§ WHAT YOU HAVE TO DO:
Repeat the entries that follow verbatim, without any of their pictures.

§ DATASET EXCERPTS:

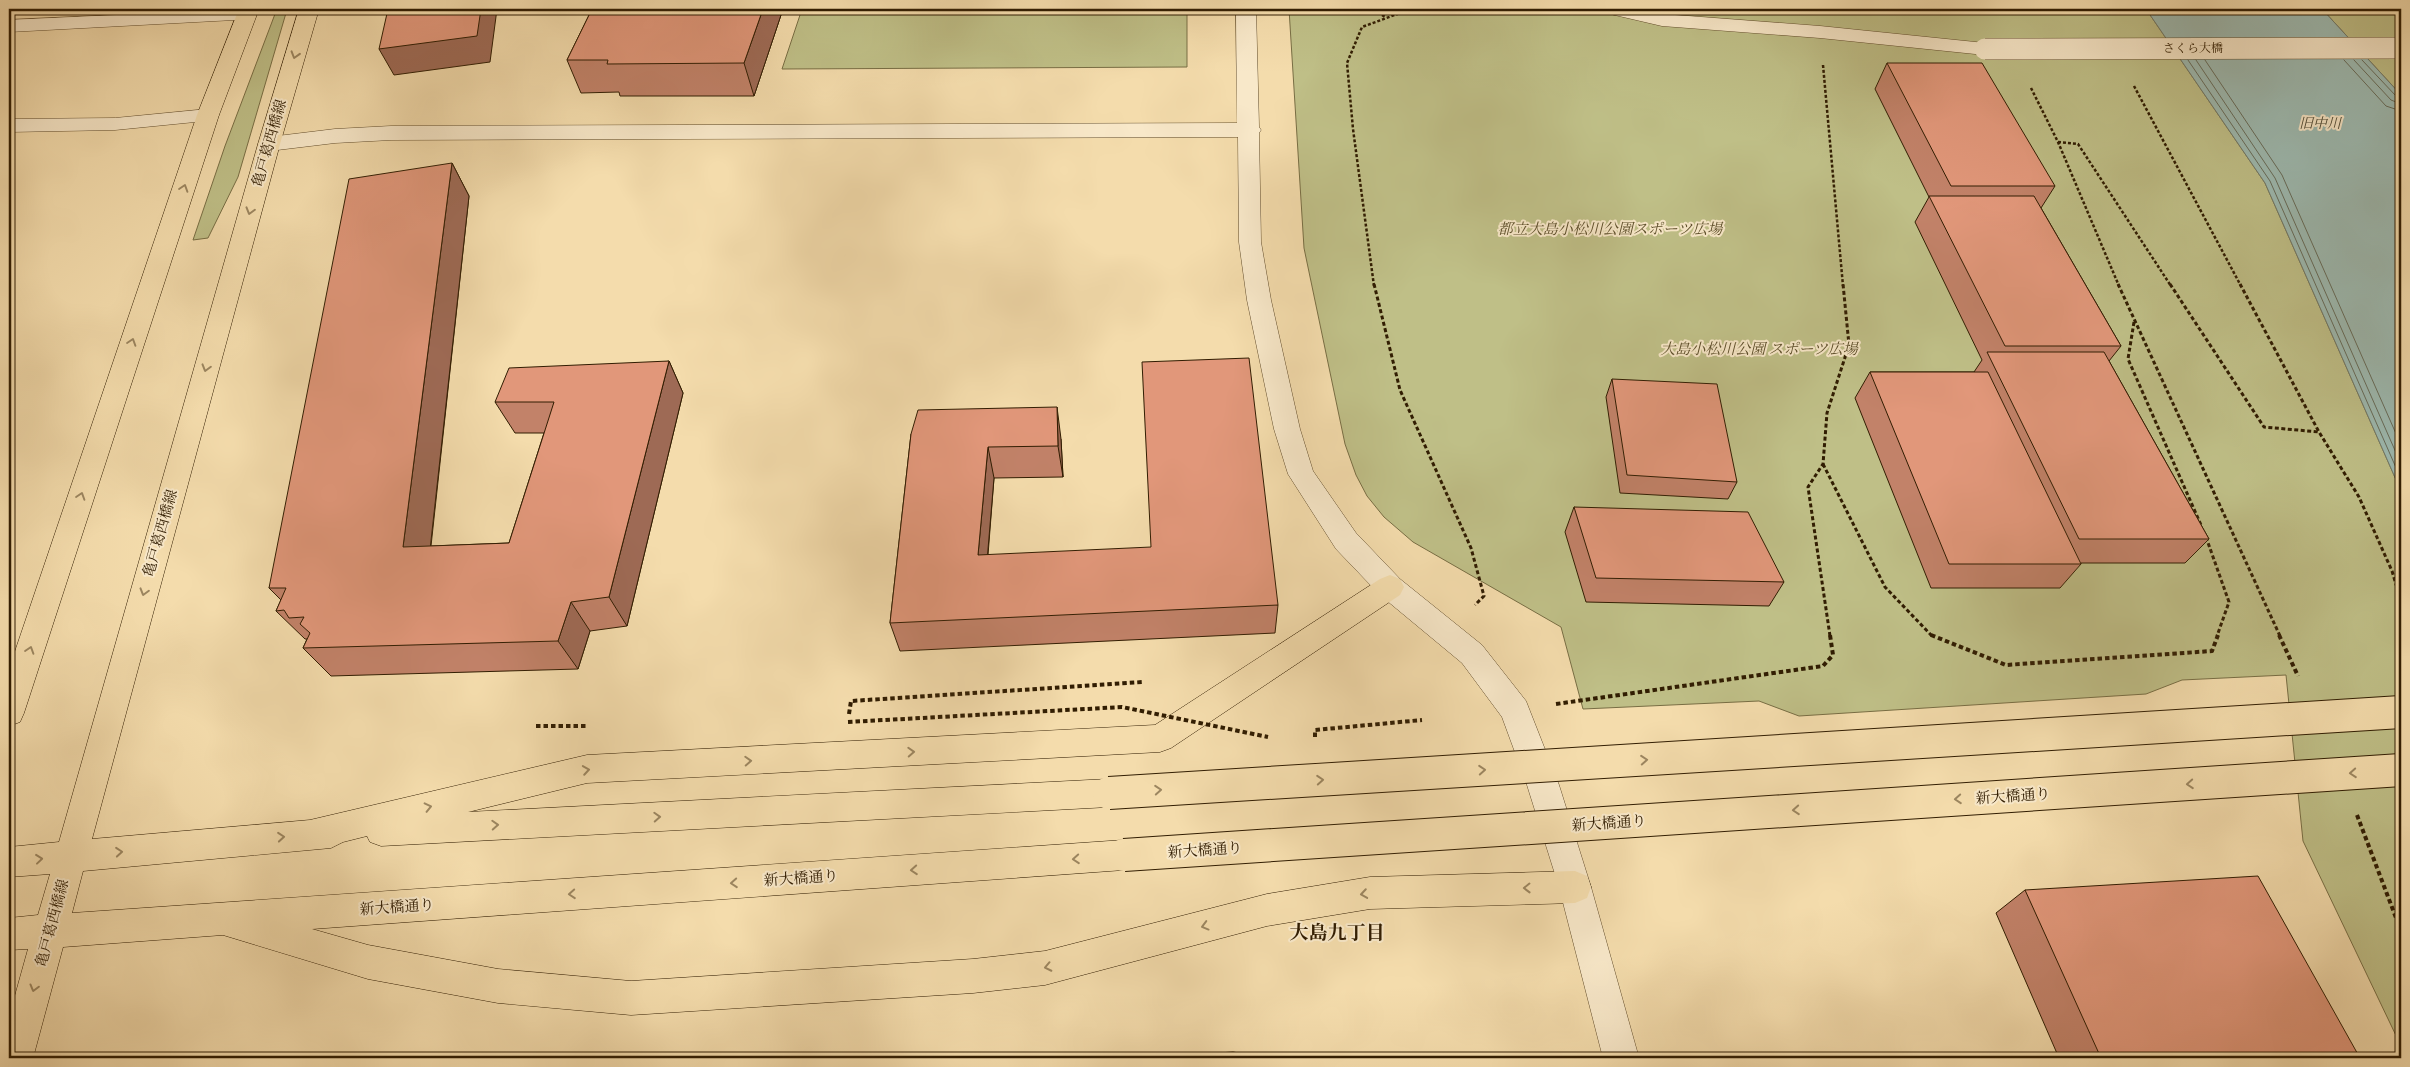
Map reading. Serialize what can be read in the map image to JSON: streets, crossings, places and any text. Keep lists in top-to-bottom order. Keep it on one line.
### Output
{"streets":{"main road":["亀戸葛西橋線","新大橋通り"],"street":["さくら大橋"]},"crossings":[["亀戸葛西橋線","新大橋通り"]],"districts":["大島九丁目"],"water":["旧中川"],"parks":["都立大島小松川公園スポーツ広場","大島小松川公園 スポーツ広場"]}
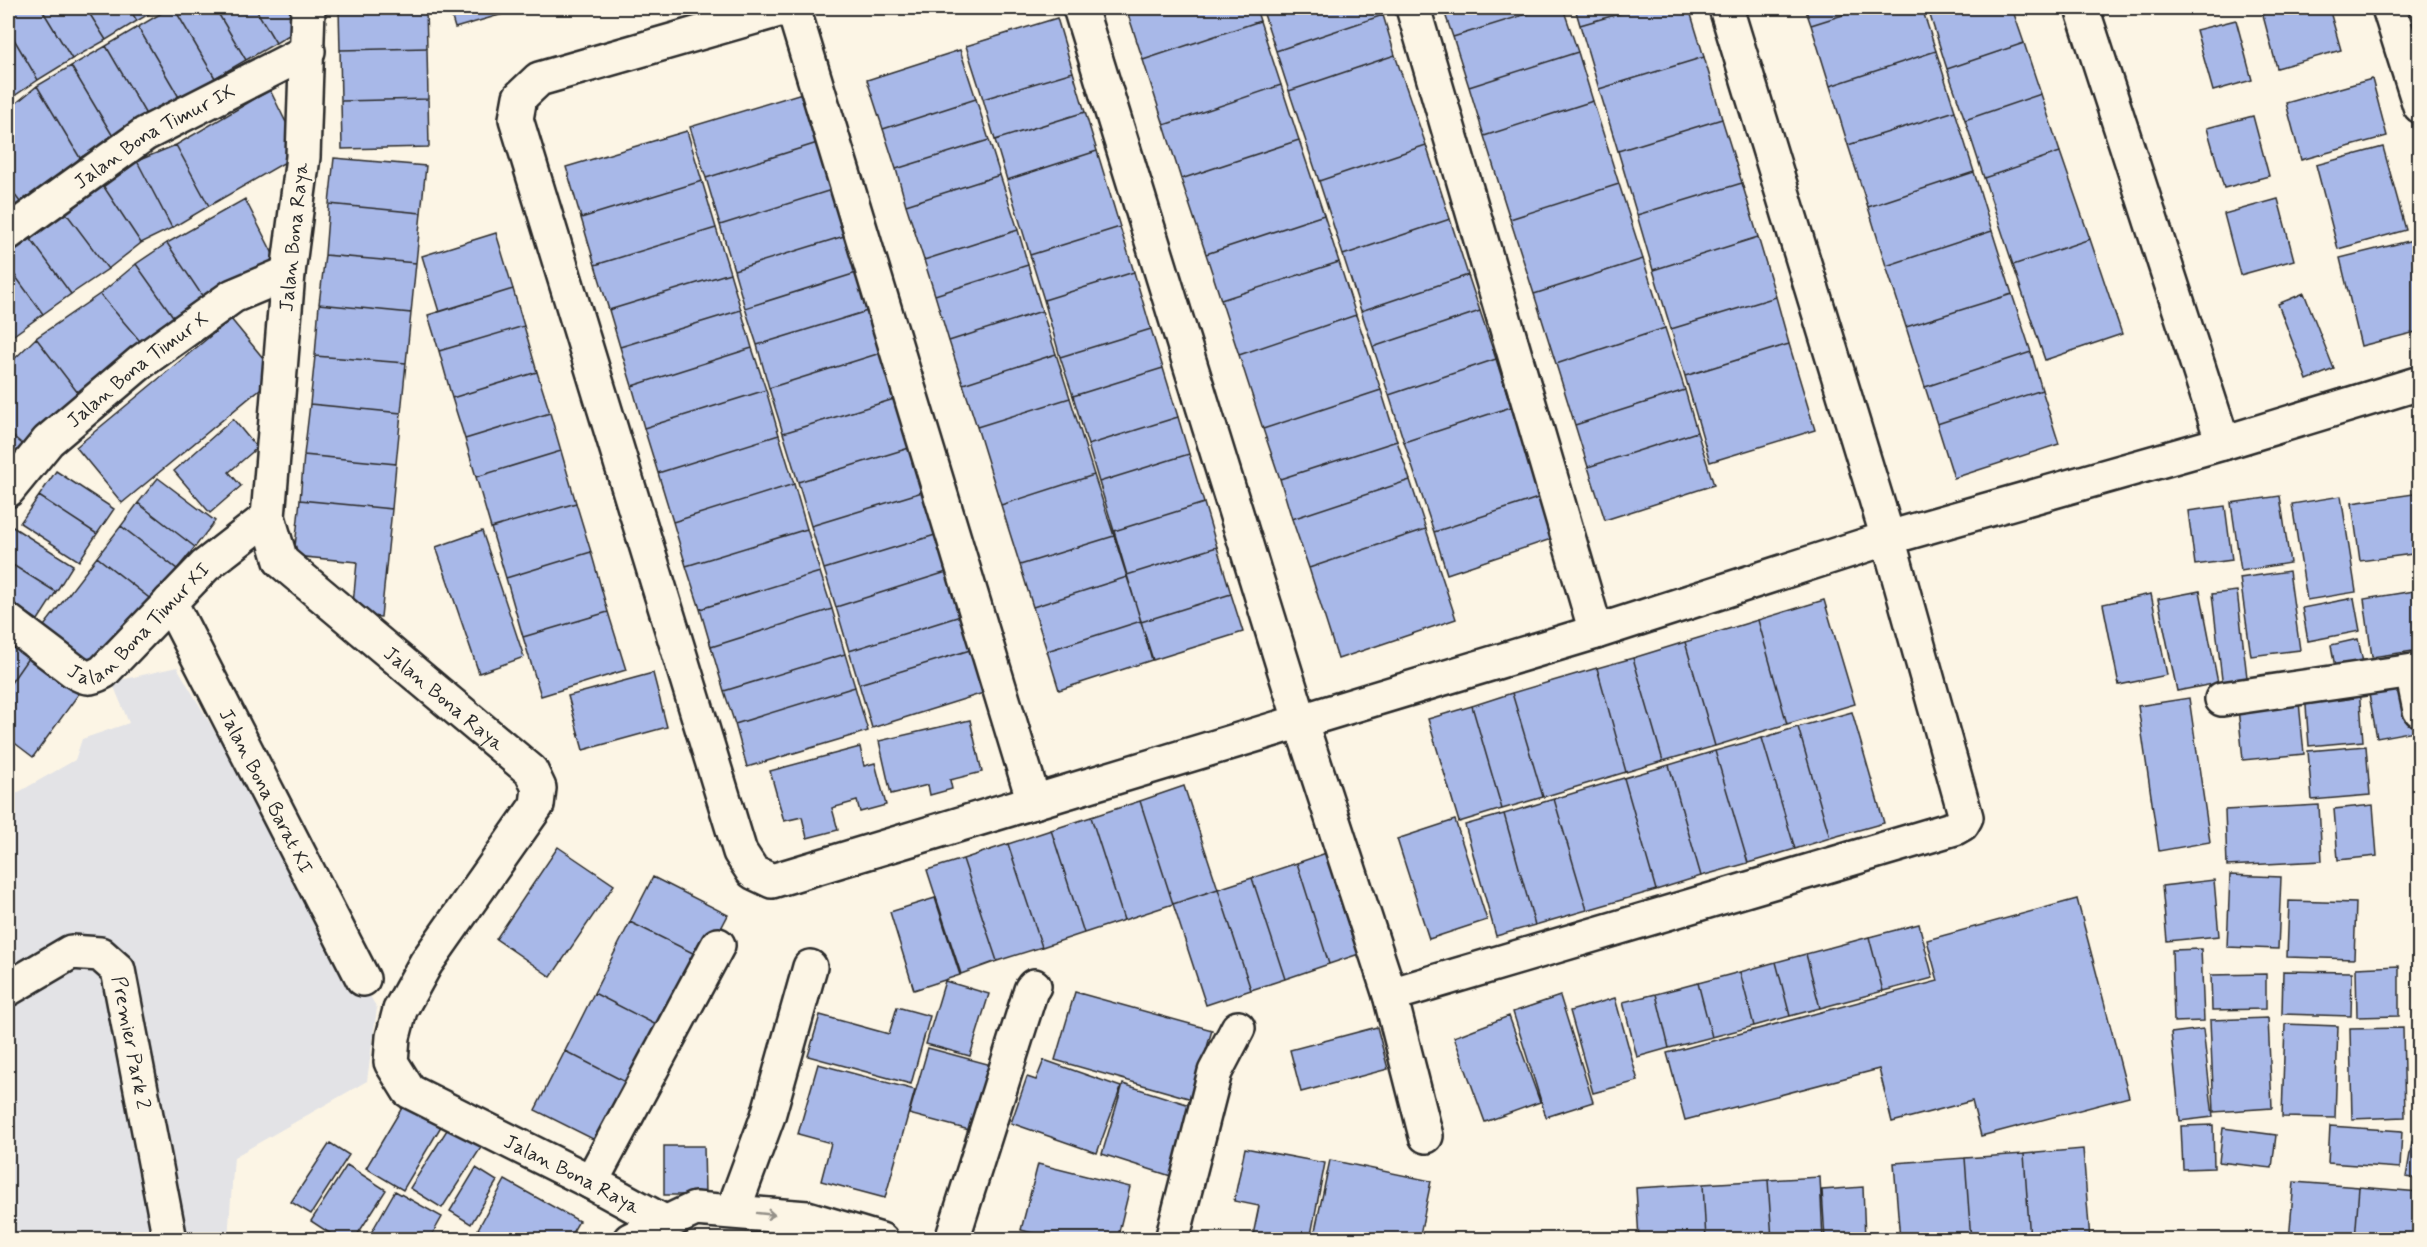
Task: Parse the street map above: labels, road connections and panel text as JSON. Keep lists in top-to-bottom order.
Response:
{
  "streets": {
    "street": [
      "Jalan Bona Timur IX",
      "Jalan Bona Raya",
      "Jalan Bona Timur X",
      "Jalan Bona Timur XI",
      "Jalan Bona Barat XI",
      "Premier Park 2"
    ]
  },
  "crossings": [
    ["Jalan Bona Timur IX", "Jalan Bona Raya"],
    ["Jalan Bona Raya", "Jalan Bona Timur X"],
    ["Jalan Bona Raya", "Jalan Bona Timur XI"],
    ["Jalan Bona Timur XI", "Jalan Bona Barat XI"]
  ]
}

§ TASK RESPONSE:
Map reading. Serialize what can be read in the map image to JSON: streets, crossings, places and any text. Keep lists in top-to-bottom order. Keep it on one line.
### Output
{"streets":{"main road":["亀戸葛西橋線","新大橋通り"],"street":["さくら大橋"]},"crossings":[["亀戸葛西橋線","新大橋通り"]],"districts":["大島九丁目"],"water":["旧中川"],"parks":["都立大島小松川公園スポーツ広場","大島小松川公園 スポーツ広場"]}
Task: Parse the street map above: labels, road connections and panel text as JSON. Keep lists in top-to-bottom order.
Response:
{
  "streets": {
    "street": [
      "Jalan Bona Timur IX",
      "Jalan Bona Raya",
      "Jalan Bona Timur X",
      "Jalan Bona Timur XI",
      "Jalan Bona Barat XI",
      "Premier Park 2"
    ]
  },
  "crossings": [
    ["Jalan Bona Timur IX", "Jalan Bona Raya"],
    ["Jalan Bona Raya", "Jalan Bona Timur X"],
    ["Jalan Bona Raya", "Jalan Bona Timur XI"],
    ["Jalan Bona Timur XI", "Jalan Bona Barat XI"]
  ]
}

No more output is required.